The real question for roasters and café buyers is simple: does a lower ICO print mean cheaper beans on the shelf anytime soon? April said not so fast. The International Coffee Organization’s Composite Indicator Price averaged 266.24 US cents per pound, down 2.7% from March, but that easing landed inside a market still dealing with tight logistics, mixed export flows and stubborn stock pressure.

The ICO said traders were weighing two opposing forces. On one side was the closure of the Strait of Hormuz, which the report said had been shut since March 4, helping push crude oil prices up 55.8% and shipping freight costs up 43.6% between February 27 and April 30. On the other side was a better global supply outlook, and the ICO judged that improvement to be the stronger force in April. For coffee buyers, that matters because freight, fertilizer and inland transport costs do not vanish just because the headline benchmark dips.

AI-generated illustration
AI-generated illustration

Trade volumes kept moving, too. World coffee exports of all forms reached 13.59 million bags in March 2026, up from 13.37 million bags in March 2025. Asia & Oceania drove the increase with exports up 13.1% to 5.82 million bags. The Caribbean, Mexico & Central America also rose 7.1% to 2.3 million bags. Africa slipped 14.7% to 1.4 million bags, while South America fell 8.3% to 4.07 million bags. That uneven map shows a market being pulled by regional shifts, not one clean global trend.

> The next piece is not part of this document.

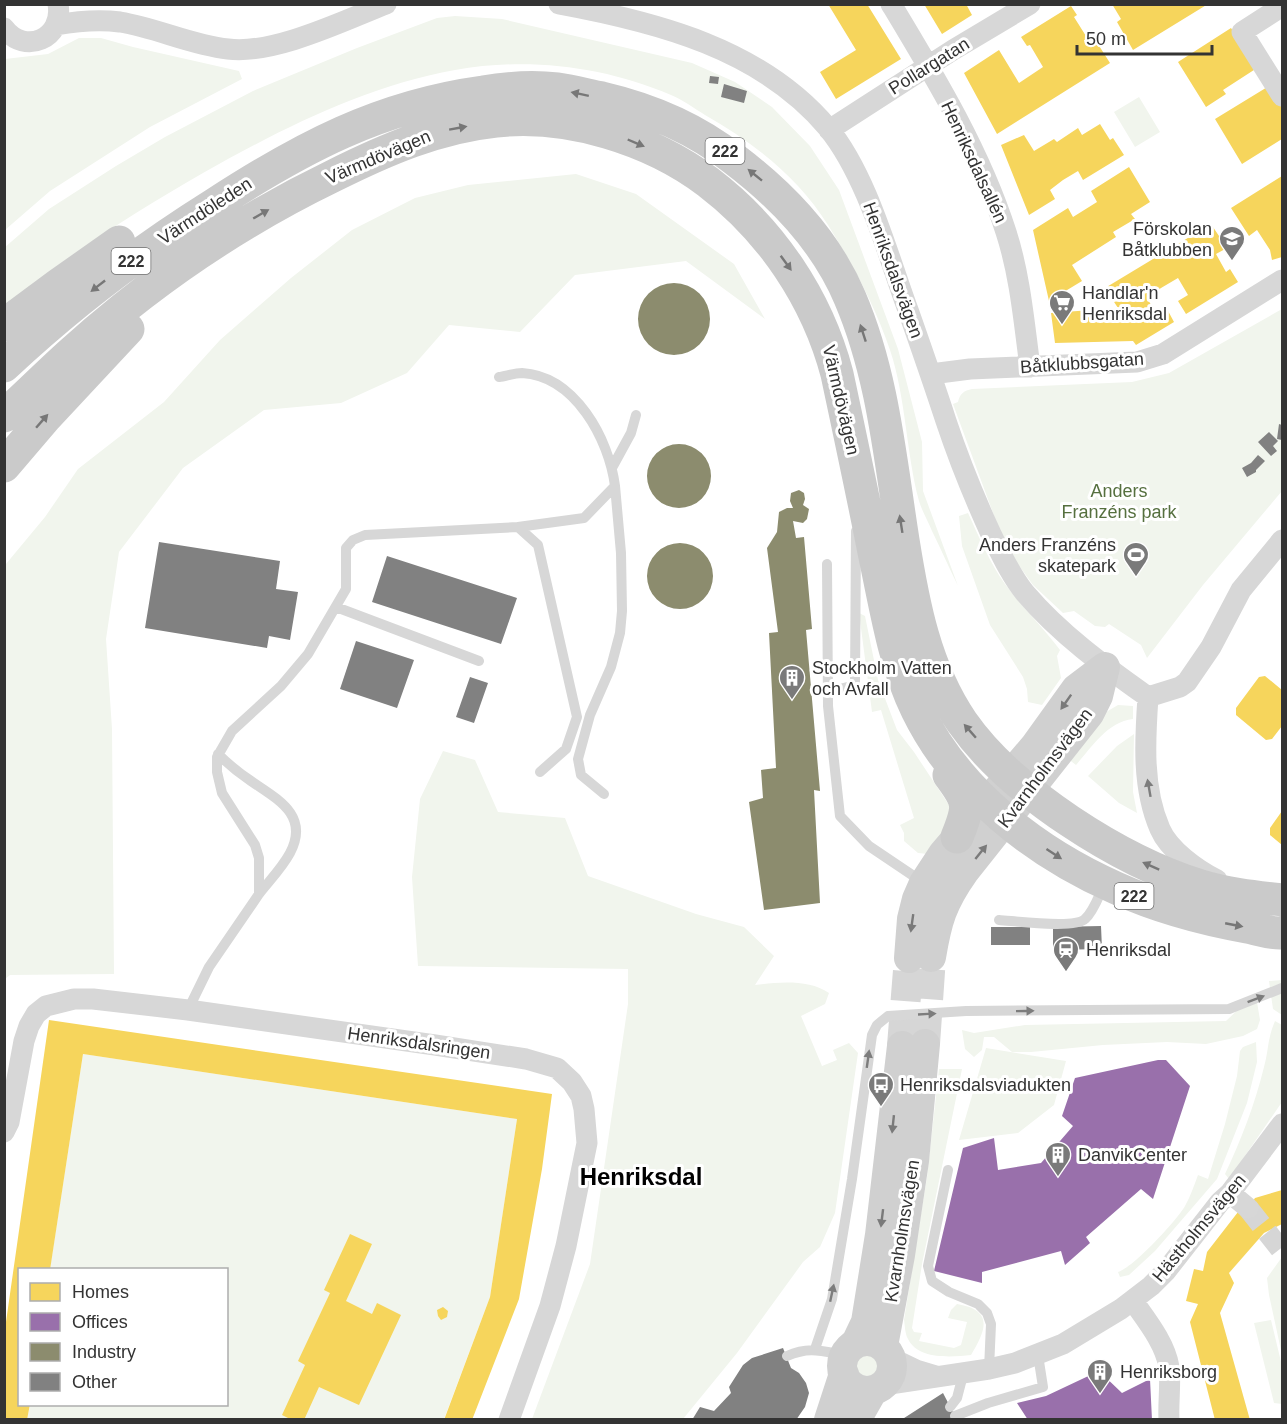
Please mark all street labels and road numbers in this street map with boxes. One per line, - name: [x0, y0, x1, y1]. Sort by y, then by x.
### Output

Price moves within the basket were just as mixed. Robusta fell 6.9% to 164.64 US cents per pound in April. Brazilian Naturals eased 2.1% to 313.76 cents, while Colombian Milds and Other Milds each slipped 0.9% to 334.56 cents and 331.32 cents, respectively. Under the surface, green bean exports told a more complicated story: robusta exports rose 24.0% to 5.52 million bags, while Colombian Milds dropped 33.8% to 0.88 million bags and Brazilian Naturals fell 16.8% to 2.71 million bags. The Arabicas’ share of total green bean exports for the first six months of coffee year 2025/26 fell to 59.6% from 64.5% a year earlier.

Coffee Exports by Region
Data visualization chart

Stocks still looked tight enough to keep buyers cautious. London certified robusta inventories fell 5.5% from March to April to 0.65 million bags, and U.S. certified Arabica stocks fell 10.1% to 0.55 million bags. So yes, April brought a cooler ICO number. But for anyone waiting on cheaper retail beans or café drinks, the market is still saying the same thing: lower benchmarks can start the move, but they do not deliver the savings on the spot.